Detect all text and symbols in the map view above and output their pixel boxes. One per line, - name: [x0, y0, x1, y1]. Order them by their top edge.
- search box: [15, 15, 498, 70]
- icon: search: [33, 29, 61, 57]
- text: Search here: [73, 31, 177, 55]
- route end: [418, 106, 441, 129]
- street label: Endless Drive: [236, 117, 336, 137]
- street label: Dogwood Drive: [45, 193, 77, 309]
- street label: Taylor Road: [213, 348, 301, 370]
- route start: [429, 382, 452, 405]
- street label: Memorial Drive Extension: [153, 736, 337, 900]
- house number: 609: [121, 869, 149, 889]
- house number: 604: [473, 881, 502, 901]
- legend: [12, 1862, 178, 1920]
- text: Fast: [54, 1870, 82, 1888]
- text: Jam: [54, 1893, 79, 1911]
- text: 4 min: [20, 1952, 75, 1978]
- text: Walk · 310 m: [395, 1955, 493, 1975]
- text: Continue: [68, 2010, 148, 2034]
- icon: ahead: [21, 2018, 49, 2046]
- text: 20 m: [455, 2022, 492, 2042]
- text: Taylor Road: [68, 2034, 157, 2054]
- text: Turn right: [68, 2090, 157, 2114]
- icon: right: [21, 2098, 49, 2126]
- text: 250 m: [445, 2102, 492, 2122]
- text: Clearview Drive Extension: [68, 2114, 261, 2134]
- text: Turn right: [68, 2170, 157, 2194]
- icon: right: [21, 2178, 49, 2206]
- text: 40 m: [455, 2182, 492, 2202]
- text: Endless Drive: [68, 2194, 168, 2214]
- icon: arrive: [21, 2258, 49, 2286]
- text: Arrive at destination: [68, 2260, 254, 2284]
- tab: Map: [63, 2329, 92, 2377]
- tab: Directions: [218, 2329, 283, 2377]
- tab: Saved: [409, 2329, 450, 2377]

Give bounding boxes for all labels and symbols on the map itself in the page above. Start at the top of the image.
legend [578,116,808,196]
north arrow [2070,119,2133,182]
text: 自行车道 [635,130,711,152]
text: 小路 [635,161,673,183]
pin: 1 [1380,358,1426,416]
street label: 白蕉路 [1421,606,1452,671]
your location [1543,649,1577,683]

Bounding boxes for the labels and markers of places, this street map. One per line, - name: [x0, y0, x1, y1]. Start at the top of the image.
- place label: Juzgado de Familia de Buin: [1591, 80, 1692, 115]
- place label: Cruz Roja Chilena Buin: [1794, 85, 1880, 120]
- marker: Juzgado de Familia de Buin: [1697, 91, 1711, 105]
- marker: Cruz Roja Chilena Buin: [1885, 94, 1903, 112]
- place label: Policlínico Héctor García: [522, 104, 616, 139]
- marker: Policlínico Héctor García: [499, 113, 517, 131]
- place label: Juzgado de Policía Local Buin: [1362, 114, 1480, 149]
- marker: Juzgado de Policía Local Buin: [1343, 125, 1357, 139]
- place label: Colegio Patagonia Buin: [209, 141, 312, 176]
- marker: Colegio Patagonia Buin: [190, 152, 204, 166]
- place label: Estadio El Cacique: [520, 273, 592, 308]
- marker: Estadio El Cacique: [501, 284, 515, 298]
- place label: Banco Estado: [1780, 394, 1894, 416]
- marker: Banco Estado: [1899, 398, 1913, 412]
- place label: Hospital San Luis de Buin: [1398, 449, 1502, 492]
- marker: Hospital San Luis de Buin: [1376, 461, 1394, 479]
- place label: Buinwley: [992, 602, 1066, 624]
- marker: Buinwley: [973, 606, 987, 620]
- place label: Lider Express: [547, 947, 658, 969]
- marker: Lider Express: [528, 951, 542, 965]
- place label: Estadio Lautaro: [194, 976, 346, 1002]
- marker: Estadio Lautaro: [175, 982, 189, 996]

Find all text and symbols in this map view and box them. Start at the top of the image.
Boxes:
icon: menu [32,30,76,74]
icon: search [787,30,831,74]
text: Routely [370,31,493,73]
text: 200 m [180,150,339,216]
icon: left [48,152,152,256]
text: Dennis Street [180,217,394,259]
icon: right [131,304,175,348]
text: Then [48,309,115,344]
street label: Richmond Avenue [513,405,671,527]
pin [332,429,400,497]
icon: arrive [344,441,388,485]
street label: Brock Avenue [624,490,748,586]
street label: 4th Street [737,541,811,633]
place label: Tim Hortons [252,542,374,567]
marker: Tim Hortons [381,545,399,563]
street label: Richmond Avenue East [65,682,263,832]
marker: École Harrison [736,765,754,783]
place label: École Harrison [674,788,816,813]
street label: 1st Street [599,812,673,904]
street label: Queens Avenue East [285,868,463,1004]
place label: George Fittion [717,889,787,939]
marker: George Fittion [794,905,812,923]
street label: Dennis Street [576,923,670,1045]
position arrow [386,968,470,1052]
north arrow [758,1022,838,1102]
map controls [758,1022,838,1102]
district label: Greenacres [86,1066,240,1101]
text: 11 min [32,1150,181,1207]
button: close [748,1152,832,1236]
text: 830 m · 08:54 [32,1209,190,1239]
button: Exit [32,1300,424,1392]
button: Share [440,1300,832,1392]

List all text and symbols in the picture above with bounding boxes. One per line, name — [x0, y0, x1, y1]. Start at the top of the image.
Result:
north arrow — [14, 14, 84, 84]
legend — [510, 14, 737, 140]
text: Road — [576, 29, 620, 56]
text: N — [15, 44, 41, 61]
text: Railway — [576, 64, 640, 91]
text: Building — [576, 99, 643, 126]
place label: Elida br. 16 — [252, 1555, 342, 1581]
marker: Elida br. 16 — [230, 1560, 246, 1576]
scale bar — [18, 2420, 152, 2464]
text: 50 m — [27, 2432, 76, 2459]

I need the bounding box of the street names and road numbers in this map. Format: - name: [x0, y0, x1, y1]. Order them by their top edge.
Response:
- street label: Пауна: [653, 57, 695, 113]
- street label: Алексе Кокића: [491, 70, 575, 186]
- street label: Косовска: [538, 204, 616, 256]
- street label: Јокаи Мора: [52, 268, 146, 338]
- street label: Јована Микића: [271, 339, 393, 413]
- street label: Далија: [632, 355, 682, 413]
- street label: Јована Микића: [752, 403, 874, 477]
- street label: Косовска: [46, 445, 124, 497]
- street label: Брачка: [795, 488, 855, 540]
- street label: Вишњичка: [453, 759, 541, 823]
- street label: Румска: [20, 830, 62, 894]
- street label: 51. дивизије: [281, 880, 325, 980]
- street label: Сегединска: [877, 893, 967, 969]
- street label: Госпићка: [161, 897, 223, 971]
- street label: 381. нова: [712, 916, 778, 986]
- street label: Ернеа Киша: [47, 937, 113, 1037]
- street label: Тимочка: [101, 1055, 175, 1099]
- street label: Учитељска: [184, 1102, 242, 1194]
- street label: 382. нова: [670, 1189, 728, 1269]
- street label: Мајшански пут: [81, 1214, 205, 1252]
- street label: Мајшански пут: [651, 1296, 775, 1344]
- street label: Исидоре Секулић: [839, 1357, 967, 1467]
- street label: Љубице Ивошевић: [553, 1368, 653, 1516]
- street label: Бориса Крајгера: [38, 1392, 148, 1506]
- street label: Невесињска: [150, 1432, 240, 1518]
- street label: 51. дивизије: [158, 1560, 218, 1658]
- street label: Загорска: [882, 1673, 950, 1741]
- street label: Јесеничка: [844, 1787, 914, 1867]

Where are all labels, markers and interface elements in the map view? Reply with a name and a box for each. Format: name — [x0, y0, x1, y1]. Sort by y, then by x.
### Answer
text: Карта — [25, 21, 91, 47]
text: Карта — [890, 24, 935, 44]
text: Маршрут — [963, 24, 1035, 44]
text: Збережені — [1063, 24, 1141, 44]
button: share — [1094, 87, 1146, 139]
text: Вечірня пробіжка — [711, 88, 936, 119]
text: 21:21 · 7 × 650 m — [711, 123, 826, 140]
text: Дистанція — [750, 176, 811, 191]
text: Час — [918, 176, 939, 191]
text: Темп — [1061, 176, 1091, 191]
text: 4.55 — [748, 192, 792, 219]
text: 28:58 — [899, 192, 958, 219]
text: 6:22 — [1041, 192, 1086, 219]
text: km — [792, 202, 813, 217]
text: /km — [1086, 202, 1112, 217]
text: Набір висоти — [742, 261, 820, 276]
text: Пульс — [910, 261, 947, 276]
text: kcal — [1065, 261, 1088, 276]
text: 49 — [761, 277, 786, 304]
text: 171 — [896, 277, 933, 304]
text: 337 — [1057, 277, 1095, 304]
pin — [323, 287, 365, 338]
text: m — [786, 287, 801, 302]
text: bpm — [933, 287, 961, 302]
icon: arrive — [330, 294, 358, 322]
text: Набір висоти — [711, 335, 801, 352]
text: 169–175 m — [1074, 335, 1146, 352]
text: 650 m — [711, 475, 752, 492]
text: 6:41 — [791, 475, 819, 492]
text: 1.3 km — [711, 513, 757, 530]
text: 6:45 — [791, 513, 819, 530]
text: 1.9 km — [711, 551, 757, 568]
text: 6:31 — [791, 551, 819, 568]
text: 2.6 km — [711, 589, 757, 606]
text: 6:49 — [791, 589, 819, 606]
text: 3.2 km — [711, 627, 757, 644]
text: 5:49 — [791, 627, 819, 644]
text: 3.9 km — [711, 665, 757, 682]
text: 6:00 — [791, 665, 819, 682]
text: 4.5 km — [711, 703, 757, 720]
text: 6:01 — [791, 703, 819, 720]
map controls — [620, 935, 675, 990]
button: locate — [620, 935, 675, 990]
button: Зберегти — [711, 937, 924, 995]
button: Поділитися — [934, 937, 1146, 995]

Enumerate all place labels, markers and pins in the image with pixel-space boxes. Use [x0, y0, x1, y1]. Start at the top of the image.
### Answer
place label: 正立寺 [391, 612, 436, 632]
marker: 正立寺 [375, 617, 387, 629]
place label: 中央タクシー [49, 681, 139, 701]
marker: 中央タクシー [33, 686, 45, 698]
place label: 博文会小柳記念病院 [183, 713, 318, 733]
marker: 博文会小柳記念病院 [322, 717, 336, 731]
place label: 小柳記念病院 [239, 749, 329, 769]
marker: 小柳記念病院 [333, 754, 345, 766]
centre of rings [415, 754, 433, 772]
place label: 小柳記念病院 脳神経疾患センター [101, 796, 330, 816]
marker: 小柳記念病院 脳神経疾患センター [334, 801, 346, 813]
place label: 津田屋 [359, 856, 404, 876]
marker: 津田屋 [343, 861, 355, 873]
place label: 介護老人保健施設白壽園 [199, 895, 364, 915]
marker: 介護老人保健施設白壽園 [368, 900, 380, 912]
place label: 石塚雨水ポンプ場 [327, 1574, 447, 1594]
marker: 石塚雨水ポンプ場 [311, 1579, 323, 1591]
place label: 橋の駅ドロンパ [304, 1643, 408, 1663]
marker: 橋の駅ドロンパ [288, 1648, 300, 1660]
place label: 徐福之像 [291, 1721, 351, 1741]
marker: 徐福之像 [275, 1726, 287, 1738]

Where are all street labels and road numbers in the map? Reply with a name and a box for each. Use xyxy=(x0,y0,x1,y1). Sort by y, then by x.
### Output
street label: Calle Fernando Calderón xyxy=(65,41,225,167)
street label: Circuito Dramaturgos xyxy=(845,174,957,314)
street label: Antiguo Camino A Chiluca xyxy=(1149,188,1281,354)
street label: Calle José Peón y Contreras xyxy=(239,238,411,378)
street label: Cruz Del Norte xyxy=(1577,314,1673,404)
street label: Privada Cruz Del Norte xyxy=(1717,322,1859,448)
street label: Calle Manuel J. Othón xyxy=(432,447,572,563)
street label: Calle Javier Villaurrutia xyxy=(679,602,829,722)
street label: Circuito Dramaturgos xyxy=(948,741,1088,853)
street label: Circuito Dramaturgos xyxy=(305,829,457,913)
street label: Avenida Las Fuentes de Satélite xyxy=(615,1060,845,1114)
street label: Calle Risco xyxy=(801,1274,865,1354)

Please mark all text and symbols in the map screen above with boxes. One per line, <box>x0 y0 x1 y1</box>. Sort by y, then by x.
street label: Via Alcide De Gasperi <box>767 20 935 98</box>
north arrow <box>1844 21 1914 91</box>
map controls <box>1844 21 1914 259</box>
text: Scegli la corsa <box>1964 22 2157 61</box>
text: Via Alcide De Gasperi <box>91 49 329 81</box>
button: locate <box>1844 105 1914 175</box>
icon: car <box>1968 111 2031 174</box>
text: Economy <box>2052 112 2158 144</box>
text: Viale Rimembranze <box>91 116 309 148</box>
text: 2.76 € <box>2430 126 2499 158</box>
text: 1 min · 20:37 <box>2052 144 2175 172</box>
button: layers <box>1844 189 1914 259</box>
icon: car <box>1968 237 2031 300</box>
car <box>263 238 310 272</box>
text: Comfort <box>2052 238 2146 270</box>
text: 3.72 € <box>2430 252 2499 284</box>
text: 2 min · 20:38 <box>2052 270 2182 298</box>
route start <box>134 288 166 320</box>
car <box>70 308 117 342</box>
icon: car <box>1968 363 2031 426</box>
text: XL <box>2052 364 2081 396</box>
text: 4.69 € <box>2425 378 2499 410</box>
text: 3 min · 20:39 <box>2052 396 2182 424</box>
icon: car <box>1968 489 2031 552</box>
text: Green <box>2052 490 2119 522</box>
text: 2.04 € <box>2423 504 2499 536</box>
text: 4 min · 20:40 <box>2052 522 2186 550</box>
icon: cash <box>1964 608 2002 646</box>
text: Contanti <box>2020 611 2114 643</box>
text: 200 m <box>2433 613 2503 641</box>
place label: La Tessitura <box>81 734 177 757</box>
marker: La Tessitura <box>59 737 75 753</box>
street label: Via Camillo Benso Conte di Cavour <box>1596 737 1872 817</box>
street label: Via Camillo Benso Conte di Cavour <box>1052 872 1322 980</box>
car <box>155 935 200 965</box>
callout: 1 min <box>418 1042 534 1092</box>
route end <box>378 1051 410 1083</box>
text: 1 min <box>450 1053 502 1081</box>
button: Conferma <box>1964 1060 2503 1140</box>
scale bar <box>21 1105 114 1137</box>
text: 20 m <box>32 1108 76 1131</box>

....................

**Work required**
Check the records above and copy each line that has the string "markers".

**Answer to the exercise**
Bounding boxes for the labels and markers of places, this street map. One per line, - name: [x0, y0, x1, y1]. Start at the top of the image.
Where are all labels, markers and interface elements in the map view? Reply with a name and a box for each. Format: name — [x0, y0, x1, y1]. Sort by y, then by x.
Enumerate all place labels, markers and pins in the image with pixel-space boxes. Use [x0, y0, x1, y1]. Start at the top of the image.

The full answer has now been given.